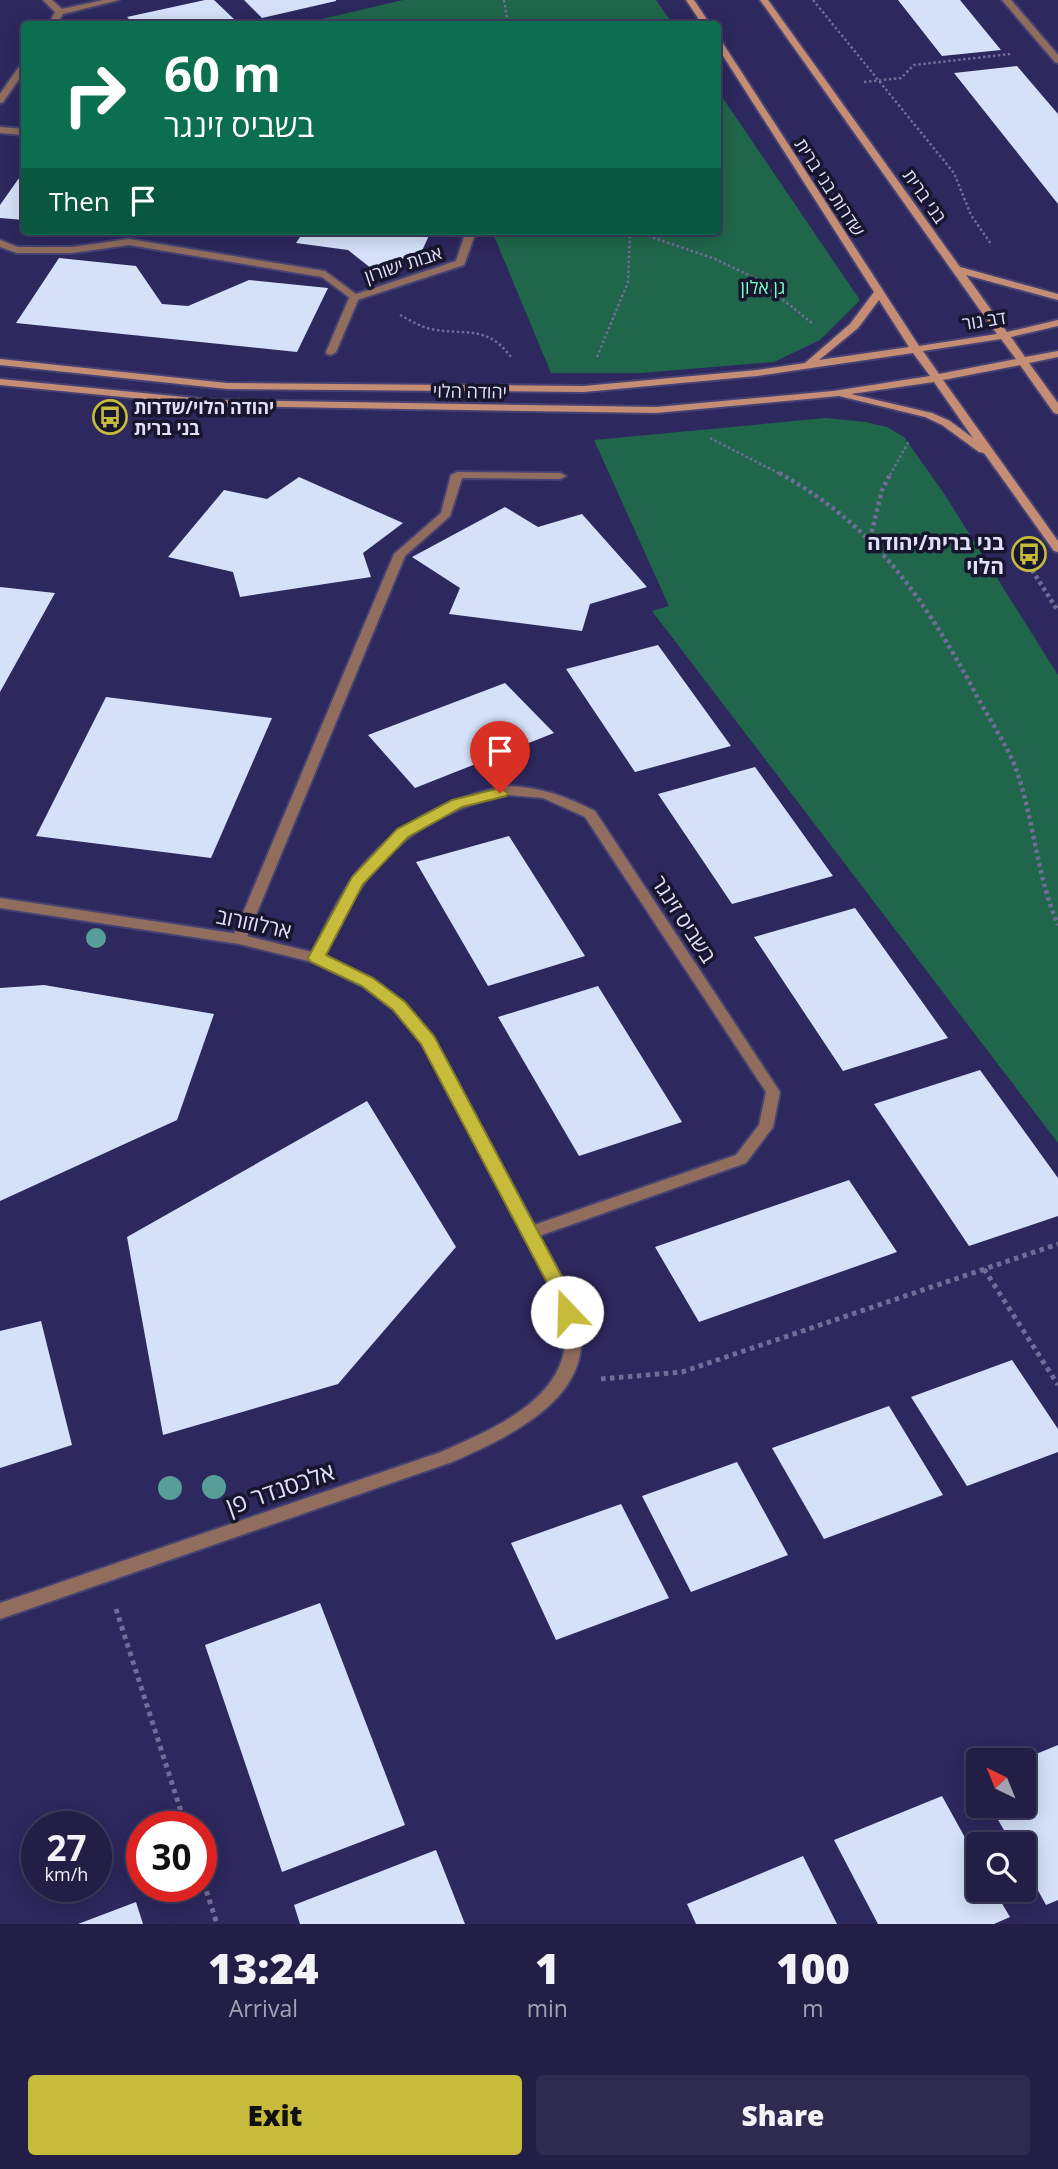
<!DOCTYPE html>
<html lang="en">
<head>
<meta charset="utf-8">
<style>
  :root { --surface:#221e46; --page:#2e2b51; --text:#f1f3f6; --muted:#a2a2b3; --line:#3f3c5f; --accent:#c7bb3c }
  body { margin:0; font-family:"Open Sans",Heebo,sans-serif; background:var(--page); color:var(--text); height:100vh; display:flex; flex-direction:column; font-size:26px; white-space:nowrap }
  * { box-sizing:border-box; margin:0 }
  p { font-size:23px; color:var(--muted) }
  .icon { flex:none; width:38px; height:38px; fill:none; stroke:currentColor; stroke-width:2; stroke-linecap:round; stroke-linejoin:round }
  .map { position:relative; height:1924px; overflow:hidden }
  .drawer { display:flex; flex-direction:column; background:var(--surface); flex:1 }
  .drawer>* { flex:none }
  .banner { position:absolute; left:21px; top:21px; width:700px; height:214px; border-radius:7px; box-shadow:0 4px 18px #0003,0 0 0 2px var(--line); background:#0b6e4f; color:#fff; overflow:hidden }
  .needle { width:46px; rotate:317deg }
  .fabs { position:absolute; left:966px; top:1748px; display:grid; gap:14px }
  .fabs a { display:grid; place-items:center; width:70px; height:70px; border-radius:7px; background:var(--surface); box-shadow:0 4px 18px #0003,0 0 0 2px var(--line); font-size:35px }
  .speed { position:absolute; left:21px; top:1811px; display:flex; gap:14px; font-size:35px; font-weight:700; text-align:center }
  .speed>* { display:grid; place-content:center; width:91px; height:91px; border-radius:50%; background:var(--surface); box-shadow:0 4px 18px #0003,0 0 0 2px var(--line); line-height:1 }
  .speed small { font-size:18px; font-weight:400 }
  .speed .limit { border:10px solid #d22; background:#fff; color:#111 }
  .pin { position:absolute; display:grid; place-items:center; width:60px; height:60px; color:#fff; margin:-72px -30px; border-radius:50% 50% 50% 0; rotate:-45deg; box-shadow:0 0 7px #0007 }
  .pin .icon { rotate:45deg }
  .me { position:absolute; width:77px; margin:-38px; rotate:339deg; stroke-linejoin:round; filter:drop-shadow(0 0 5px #0008) }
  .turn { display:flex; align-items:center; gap:24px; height:147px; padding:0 28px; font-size:32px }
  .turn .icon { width:91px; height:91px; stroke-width:2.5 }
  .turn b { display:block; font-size:49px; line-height:60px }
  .then { display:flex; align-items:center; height:66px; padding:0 28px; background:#0003; gap:14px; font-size:26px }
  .eta { display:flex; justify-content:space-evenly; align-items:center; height:119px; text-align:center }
  .eta b { font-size:42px; font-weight:800; line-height:49px }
  .primary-button { display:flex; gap:14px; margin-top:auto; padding:14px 28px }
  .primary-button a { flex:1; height:80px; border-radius:7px; background:var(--accent); color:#111; font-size:28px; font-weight:800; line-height:80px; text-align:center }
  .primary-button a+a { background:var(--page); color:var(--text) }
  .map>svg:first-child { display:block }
  .green { fill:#20664b }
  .building { fill:#d4e1f9 }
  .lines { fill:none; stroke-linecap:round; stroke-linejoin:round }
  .lane-casing { stroke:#464273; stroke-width:4 }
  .street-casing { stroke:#464273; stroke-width:4 }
  .secondary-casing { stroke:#464273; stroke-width:4 }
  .path-far2 { stroke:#706d98; stroke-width:2.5; stroke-dasharray:2.5 2.5; stroke-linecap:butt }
  .path-far1 { stroke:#706d98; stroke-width:4.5; stroke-dasharray:3.5 3.5; stroke-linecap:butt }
  .path { stroke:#706d98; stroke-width:5; stroke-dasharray:4.5 4.5; stroke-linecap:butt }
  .lane { fill:#906d5d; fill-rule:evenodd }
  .street { fill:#906d5d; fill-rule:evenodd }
  .secondary { fill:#c68d75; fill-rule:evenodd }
  .tree { fill:#569e97 }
  .route { fill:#c7bb3c; stroke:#817a27; stroke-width:2 }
  .labels { text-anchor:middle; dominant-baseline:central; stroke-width:7; stroke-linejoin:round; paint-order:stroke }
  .far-street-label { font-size:18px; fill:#dfe0fb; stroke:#17162d }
  .far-park-label { font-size:18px; fill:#78ffc7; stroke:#17162d }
  .far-poi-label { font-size:18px; font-weight:bold; fill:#dfe0fb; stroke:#17162d; text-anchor:start }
  .poi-label { font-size:21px; font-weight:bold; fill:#dfe0fb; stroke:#17162d; text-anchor:end }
  .street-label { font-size:21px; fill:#dfe0fb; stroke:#17162d }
  .near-street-label { font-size:24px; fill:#dfe0fb; stroke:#17162d }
</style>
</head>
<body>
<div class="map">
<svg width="1058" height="1924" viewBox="0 0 1058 1924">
  <rect width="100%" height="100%" fill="#2d285d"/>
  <!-- green -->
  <path class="green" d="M 403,0 L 656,0 L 673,24 L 301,24 Z
    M 718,91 L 860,300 L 820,340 L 774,362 L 641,373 L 551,373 L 492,231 L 718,231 Z
    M 826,418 L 866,422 L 887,427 L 904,437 L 943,492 L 1058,675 L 1058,1143 L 652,611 L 669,606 L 594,440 Z"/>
  <!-- building -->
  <path class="building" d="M 205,0 L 214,0 L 236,21 L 220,24 L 134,24 L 127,17 Z
    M 244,0 L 336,0 L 336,1 L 262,18 Z
    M 898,0 L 960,0 L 1001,50 L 942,56 Z
    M 1017,66 L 1058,114 L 1058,204 L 954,73 Z
    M 24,171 L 24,220 L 0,218 L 0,205 Z
    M 304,231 L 431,231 L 421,253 L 372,269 L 348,250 L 296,243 Z
    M 59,258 L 136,266 L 162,304 L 188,306 L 249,280 L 328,288 L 297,352 L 16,323 Z
    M 299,477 L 403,523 L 363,553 L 371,577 L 240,597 L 233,572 L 168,557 L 224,490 L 267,499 Z
    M 505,507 L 538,527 L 582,514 L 647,587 L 590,604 L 582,631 L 449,614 L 460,588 L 412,557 Z
    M 0,587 L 55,593 L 0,692 Z
    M 658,645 L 731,746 L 635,772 L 566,669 Z
    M 505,683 L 554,733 L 415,788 L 368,735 Z
    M 106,697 L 272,718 L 211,858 L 36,836 Z
    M 755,767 L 833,876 L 732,904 L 658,794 Z
    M 509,836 L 585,956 L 488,986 L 416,862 Z
    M 855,908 L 948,1038 L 843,1071 L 754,937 Z
    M 44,985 L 214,1014 L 177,1120 L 0,1201 L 0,988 Z
    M 598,986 L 682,1122 L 579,1156 L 498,1017 Z
    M 980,1070 L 1058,1178 L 1058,1216 L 969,1246 L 874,1104 Z
    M 367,1101 L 456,1247 L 338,1384 L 163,1435 L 127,1237 Z
    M 849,1180 L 897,1252 L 699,1322 L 655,1247 Z
    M 41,1321 L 72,1445 L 0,1468 L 0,1331 Z
    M 1012,1360 L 1058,1429 L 1058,1452 L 967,1486 L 911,1397 Z
    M 889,1406 L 943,1495 L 824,1539 L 772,1448 Z
    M 737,1462 L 788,1555 L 691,1592 L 642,1496 Z
    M 621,1504 L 669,1598 L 556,1640 L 511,1543 Z
    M 320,1603 L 405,1825 L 282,1872 L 205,1645 Z
    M 1058,1745 L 1058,1900 L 1046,1905 L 1024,1865 L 1024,1844 L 1012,1844 L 990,1806 L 1024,1806 L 1024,1759 Z
    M 942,1796 L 978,1861 L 978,1890 L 994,1890 L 1010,1917 L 994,1924 L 878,1924 L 834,1840 Z
    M 436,1850 L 465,1924 L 300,1924 L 294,1905 Z
    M 803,1856 L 837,1924 L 696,1924 L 687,1904 Z
    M 136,1902 L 143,1924 L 78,1924 Z"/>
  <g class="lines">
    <!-- lane casing -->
    <g class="lane-casing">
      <path id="lane" d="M 354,295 L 359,298 L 336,352 L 331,355 L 327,354 L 326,352 L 349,298 Z
        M 457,472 L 560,473 L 566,476 L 560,479 L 462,478 L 450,516 L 405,556 L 246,939 L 244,942 L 234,942 L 232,939 L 394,554 L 441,513 L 451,475 Z"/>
    </g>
    <!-- street casing -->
    <g class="street-casing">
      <path id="street" d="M 43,0 L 52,0 L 62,9 L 103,0 L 119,0 L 63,14 L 57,24 L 49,24 L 55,12 Z
        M 1002,0 L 1011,0 L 1058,55 L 1058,63 L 1055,62 Z
        M 24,63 L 24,72 L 3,102 L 0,103 L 0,94 L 21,64 Z
        M 0,127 L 24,129 L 24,135 L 0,133 Z
        M 462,231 L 472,231 L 474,237 L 464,265 L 354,301 L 322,277 L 129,245 L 72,253 L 17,253 L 0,247 L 0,240 L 18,247 L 72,247 L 129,239 L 325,271 L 356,294 L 456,261 L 464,237 Z
        M 507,786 C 540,787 565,796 595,811 L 780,1092 L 773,1127 L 746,1163 L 539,1236 C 555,1265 575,1296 580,1329 C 592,1400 504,1439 452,1462 L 0,1619 L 0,1603 L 441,1452 C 491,1430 570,1398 565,1332 C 564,1318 556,1304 552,1290 L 422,1043 L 394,1010 L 362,986 L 312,962 L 239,944 L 0,908 L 0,898 L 239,934 L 312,952 C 325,928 335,903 351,881 C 387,829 445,798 507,786 ZM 507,795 L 543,798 L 585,817 L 766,1092 L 759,1125 L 736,1155 L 534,1225 L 433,1036 L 404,1002 L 372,978 L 324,956 C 336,934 346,910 360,889 C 393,839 449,806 507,795 Z"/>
    </g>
    <!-- secondary casing -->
    <g class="secondary-casing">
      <path id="secondary" d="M 686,0 L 694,0 L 710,24 L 702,24 Z
        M 760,0 L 768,0 L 960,267 L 1058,294 L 1058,300 L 966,275 L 1007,332 L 1058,320 L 1058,326 L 1011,337 L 1025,357 L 1058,351 L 1058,357 L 1029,363 L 1058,403 L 1058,414 L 1054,413 L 1020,365 L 943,380 L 1058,541 L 1058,552 L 1054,551 L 984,453 L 979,452 L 942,425 L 925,417 L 839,396 L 656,413 L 215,406 L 0,385 L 0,379 L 215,400 L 656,407 L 833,391 L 930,376 L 913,353 L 757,376 L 584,392 L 227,389 L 0,365 L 0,359 L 227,383 L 584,386 L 757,370 L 805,363 L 850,324 L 874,292 L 718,48 L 718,39 L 722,42 L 919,346 L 997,334 ZM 879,300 L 909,347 L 819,360 L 858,328 ZM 1001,339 L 1016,359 L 939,374 L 923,351 ZM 934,382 L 973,438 L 950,421 L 932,413 L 851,394 Z"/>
    </g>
    <!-- path-far2 -->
    <path class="path-far2" d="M 504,0 L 508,24
      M 813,0 L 954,173 L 971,215 L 991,244
      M 864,82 L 901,78 L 914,65 L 1010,54
      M 634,231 L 715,259 L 757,279 L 812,323
      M 400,315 C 410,320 420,327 431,329 C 466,336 486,324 511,357
      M 597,357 L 628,282 L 630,231
      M 710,438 L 782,475
      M 890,475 L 909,441"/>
    <!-- path-far1 -->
    <path class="path-far1" d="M 779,473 C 877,527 925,600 977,696 C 989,719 1005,742 1015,766 C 1034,818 1036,874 1058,925
      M 870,539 L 882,490 L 891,473
      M 1032,570 L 1058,611"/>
    <!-- path -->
    <path class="path" d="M 984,1269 L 1058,1385
      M 601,1379 L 682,1372 L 1058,1244
      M 116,1609 L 186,1827
      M 201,1874 L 217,1924"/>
    <!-- lane -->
    <use href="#lane" class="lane"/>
    <!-- street -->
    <use href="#street" class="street"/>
    <!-- secondary -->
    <use href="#secondary" class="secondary"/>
  </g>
  <!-- trees -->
  <g class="tree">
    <circle cx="96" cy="938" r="10"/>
    <circle cx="214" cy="1487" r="12"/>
    <circle cx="170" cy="1488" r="12"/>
  </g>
  <!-- route -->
  <path class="route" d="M 500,788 L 508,793 L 506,796 L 462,807 L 408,837 L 363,884 L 326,955 L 373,978 L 405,1002 L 434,1036 L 569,1290 L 576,1312 L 573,1317 L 567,1319 L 560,1317 L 551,1290 L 421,1044 L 393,1010 L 362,986 L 311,962 L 308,958 L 352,877 L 397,829 L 452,800 Z"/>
  <!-- icons -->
  <defs>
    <g id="bus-ring" transform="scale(1.75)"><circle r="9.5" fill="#17162d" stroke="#c7bb3c" stroke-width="1.5"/><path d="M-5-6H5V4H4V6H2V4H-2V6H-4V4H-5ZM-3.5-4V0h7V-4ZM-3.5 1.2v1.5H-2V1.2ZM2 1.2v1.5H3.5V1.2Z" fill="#c7bb3c"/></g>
  </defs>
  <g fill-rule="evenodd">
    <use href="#bus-ring" x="110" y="417"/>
    <use href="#bus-ring" x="1029" y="554"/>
  </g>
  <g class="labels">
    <!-- far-street labels -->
    <g class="far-street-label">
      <text transform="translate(830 187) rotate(57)">שדרות בני ברית</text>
      <text transform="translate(925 196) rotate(55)">בני ברית</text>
      <text transform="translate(403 264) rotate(-18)">אבות ישורון</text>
      <text transform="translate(984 320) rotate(-9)">דב גור</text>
      <text transform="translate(470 391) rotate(1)">יהודה הלוי</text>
    </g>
    <!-- far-park labels -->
    <g class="far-park-label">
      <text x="763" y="287">גן אלון</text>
    </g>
    <!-- far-poi labels -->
    <g class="far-poi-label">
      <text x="134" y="407">יהודה הלוי/שדרות<tspan x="134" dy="21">בני ברית</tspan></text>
    </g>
    <!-- poi labels -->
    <g class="poi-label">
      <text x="1004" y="542">בני ברית/יהודה<tspan x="1004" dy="24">הלוי</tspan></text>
    </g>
    <!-- street labels -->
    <g class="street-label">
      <text transform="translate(684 919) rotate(57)">בשביס זינגר</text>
      <text transform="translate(254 923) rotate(12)">ארלוזורוב</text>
    </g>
    <!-- near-street labels -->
    <g class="near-street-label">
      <text transform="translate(280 1488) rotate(-19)">אלכסנדר פן</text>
    </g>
  </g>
</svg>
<div class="fabs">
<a><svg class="needle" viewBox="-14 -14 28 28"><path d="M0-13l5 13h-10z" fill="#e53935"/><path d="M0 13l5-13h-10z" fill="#a2a2b3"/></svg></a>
<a><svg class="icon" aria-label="search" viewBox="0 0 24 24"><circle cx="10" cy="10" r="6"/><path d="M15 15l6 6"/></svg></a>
</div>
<div class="speed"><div>27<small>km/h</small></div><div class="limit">30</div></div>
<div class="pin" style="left:500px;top:793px;background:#d93025"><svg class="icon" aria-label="arrive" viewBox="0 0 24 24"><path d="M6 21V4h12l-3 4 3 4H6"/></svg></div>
<svg class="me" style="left:567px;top:1312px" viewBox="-20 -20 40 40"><circle r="19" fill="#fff"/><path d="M0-13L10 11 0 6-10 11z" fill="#c7bb3c"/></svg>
<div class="banner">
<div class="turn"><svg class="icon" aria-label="right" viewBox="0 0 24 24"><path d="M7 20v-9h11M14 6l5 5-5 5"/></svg><div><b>60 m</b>בשביס זינגר</div></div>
<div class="then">Then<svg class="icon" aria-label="arrive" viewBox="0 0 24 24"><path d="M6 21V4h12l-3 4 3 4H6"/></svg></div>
</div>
</div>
<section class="drawer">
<div class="eta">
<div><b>13:24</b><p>Arrival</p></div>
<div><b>1</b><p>min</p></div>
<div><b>100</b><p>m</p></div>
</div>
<div class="primary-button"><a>Exit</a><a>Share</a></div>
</section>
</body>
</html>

▶ [WHAT NEEDS TO BE DONE]:
Take from the entries every line that has the string "lines".

▶ [TASK RESPONSE]:
  .lines { fill:none; stroke-linecap:round; stroke-linejoin:round }
  <g class="lines">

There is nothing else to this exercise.